- AIM OF THE EXERCISE -
Exact reproduction required: the lines below from the line with "position:relative; width:1692px; height:477px;" to the line with "filter:drop-shadow(0 0 1px", both ends included, and no others.

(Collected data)
↓↓↓

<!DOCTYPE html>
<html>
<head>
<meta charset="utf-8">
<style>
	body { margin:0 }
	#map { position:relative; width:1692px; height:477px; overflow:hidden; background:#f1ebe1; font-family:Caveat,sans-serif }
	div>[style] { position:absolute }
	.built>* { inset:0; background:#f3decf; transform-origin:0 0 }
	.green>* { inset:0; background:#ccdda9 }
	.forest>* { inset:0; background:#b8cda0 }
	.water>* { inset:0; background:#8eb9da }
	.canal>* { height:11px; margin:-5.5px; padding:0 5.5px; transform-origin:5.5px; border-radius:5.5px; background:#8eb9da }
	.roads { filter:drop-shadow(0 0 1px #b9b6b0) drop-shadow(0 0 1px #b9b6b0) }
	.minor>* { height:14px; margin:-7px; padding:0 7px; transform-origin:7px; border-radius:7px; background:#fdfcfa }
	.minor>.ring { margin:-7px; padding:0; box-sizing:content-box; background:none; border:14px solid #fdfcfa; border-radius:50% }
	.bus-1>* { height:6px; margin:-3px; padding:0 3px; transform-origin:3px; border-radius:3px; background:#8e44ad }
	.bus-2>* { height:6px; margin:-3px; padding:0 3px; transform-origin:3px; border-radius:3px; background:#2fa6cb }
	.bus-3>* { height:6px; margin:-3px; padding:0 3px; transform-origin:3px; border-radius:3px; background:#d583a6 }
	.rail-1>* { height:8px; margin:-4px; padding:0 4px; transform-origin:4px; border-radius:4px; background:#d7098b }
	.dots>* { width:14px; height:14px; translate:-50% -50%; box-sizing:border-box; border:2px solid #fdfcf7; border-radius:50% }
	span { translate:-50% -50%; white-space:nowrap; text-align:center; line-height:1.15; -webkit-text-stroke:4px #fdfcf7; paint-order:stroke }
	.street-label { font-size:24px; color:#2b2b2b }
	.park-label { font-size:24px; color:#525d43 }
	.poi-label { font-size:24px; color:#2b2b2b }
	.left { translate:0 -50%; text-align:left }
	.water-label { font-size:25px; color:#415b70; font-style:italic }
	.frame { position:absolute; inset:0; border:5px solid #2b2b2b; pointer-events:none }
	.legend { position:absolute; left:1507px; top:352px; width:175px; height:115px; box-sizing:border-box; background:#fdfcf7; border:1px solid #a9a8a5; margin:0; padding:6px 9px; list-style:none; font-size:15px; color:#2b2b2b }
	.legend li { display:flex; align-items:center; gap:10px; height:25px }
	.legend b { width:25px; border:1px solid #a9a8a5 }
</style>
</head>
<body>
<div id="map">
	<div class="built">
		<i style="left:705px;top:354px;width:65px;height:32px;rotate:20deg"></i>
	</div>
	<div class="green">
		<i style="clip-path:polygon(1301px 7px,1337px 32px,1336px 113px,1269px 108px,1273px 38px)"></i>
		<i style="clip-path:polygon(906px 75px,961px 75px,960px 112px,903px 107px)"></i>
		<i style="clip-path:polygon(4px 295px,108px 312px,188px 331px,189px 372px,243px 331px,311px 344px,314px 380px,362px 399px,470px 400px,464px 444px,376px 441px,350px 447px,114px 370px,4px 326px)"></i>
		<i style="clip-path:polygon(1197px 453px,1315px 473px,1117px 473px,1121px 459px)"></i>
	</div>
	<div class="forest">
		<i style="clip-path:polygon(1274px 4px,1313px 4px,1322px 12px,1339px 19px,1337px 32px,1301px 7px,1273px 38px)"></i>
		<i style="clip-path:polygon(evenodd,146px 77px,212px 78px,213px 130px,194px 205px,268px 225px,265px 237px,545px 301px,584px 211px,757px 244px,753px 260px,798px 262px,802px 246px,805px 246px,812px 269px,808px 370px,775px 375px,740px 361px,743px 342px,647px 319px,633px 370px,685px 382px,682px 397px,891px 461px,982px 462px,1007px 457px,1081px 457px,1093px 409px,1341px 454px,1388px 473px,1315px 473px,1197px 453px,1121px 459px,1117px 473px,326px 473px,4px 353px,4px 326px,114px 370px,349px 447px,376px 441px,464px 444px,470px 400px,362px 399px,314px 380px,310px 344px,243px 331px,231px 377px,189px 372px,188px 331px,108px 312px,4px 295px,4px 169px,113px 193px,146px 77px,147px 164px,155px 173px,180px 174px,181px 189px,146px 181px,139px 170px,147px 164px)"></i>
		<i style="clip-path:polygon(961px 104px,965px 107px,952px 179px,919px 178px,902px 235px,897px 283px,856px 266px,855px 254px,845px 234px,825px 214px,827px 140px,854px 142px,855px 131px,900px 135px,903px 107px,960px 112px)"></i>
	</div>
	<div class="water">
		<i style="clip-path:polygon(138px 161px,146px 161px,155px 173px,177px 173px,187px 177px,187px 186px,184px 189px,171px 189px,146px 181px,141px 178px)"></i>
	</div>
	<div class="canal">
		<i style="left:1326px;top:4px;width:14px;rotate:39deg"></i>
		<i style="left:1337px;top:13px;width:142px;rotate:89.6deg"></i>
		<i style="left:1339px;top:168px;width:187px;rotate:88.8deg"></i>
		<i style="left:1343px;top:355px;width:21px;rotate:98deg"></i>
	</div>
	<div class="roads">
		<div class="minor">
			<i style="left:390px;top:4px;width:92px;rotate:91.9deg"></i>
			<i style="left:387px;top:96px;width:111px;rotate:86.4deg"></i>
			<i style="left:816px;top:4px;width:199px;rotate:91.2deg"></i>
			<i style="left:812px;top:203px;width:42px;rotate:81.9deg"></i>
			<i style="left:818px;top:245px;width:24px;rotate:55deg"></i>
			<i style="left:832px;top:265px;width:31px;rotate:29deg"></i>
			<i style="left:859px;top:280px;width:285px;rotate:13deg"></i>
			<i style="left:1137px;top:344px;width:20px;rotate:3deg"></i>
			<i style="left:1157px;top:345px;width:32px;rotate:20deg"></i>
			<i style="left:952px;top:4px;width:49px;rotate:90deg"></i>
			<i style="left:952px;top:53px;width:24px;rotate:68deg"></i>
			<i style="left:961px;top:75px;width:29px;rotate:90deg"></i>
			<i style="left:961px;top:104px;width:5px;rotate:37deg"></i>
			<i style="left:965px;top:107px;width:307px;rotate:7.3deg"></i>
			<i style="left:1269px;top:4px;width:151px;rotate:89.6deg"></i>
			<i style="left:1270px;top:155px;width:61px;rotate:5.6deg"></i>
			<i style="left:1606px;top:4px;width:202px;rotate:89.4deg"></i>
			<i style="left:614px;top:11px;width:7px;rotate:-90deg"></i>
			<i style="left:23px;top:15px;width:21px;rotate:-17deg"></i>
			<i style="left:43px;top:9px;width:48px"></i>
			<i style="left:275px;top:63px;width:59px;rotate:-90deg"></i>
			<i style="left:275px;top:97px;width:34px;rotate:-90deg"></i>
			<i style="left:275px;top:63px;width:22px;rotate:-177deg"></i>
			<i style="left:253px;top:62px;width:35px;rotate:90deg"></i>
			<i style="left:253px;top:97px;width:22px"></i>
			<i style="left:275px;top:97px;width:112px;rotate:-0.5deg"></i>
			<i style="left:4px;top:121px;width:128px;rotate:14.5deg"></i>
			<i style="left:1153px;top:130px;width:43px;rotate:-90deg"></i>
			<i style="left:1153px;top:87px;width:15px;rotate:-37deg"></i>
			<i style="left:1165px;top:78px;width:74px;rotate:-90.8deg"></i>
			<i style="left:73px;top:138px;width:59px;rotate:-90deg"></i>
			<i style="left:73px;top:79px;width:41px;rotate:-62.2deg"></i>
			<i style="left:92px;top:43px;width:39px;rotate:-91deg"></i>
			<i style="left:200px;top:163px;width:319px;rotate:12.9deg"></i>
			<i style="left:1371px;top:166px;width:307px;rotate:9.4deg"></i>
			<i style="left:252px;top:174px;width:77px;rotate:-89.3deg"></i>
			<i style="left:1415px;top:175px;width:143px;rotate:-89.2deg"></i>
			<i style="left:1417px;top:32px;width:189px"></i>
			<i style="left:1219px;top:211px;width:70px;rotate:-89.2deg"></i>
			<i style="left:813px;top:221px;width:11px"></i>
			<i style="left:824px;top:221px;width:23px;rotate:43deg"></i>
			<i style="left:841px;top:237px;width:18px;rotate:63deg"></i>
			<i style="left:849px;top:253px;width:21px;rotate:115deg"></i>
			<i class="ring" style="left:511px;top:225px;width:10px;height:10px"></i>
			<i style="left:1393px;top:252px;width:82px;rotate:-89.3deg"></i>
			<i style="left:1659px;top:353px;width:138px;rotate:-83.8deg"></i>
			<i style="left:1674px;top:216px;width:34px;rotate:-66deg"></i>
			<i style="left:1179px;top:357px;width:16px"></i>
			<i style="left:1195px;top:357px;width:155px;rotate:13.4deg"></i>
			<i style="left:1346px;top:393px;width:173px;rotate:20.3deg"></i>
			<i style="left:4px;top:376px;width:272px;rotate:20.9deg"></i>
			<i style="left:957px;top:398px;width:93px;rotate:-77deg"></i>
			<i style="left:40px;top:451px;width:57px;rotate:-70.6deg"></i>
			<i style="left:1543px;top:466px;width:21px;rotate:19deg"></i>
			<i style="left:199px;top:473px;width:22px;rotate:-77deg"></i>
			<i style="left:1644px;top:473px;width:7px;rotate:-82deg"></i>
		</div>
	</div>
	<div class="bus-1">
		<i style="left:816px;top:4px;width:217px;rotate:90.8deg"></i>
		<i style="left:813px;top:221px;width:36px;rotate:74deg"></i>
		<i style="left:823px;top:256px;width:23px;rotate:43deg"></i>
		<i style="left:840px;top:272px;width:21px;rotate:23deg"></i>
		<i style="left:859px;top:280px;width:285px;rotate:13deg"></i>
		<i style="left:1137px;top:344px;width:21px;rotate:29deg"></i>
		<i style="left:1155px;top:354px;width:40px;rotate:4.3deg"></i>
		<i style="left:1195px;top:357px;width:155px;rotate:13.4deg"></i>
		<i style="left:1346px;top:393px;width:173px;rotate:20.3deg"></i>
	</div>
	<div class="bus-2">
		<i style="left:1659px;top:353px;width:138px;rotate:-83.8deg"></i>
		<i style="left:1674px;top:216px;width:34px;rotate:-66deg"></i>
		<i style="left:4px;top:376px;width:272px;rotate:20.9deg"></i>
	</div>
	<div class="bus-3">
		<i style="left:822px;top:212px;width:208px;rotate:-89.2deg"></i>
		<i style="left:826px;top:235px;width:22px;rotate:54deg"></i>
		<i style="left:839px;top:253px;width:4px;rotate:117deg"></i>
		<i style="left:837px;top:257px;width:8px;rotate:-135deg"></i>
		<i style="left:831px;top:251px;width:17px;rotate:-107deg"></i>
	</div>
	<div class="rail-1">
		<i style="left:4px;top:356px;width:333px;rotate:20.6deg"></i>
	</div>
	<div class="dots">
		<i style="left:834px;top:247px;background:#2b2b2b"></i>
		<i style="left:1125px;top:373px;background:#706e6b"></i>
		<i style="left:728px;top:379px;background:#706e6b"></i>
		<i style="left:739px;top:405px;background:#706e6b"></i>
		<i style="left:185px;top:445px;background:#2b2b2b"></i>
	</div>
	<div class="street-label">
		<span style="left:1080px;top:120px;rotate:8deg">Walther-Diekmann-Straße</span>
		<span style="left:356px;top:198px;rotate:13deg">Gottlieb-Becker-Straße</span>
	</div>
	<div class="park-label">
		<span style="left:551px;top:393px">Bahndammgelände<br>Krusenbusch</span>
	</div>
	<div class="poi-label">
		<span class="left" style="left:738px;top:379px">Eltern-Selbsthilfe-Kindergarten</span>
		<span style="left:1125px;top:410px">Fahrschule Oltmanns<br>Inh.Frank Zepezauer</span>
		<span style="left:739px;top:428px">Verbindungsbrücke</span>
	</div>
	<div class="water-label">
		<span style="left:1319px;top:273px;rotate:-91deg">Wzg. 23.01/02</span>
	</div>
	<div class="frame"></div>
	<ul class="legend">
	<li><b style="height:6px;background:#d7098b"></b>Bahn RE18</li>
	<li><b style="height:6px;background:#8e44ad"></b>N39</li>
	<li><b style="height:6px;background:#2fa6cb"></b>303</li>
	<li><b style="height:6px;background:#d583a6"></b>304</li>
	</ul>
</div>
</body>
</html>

↑↑↑

- SOLUTION BELOW -
	#map { position:relative; width:1692px; height:477px; overflow:hidden; background:#f1ebe1; font-family:Caveat,sans-serif }
	div>[style] { position:absolute }
	.built>* { inset:0; background:#f3decf; transform-origin:0 0 }
	.green>* { inset:0; background:#ccdda9 }
	.forest>* { inset:0; background:#b8cda0 }
	.water>* { inset:0; background:#8eb9da }
	.canal>* { height:11px; margin:-5.5px; padding:0 5.5px; transform-origin:5.5px; border-radius:5.5px; background:#8eb9da }
	.roads { filter:drop-shadow(0 0 1px #b9b6b0) drop-shadow(0 0 1px #b9b6b0) }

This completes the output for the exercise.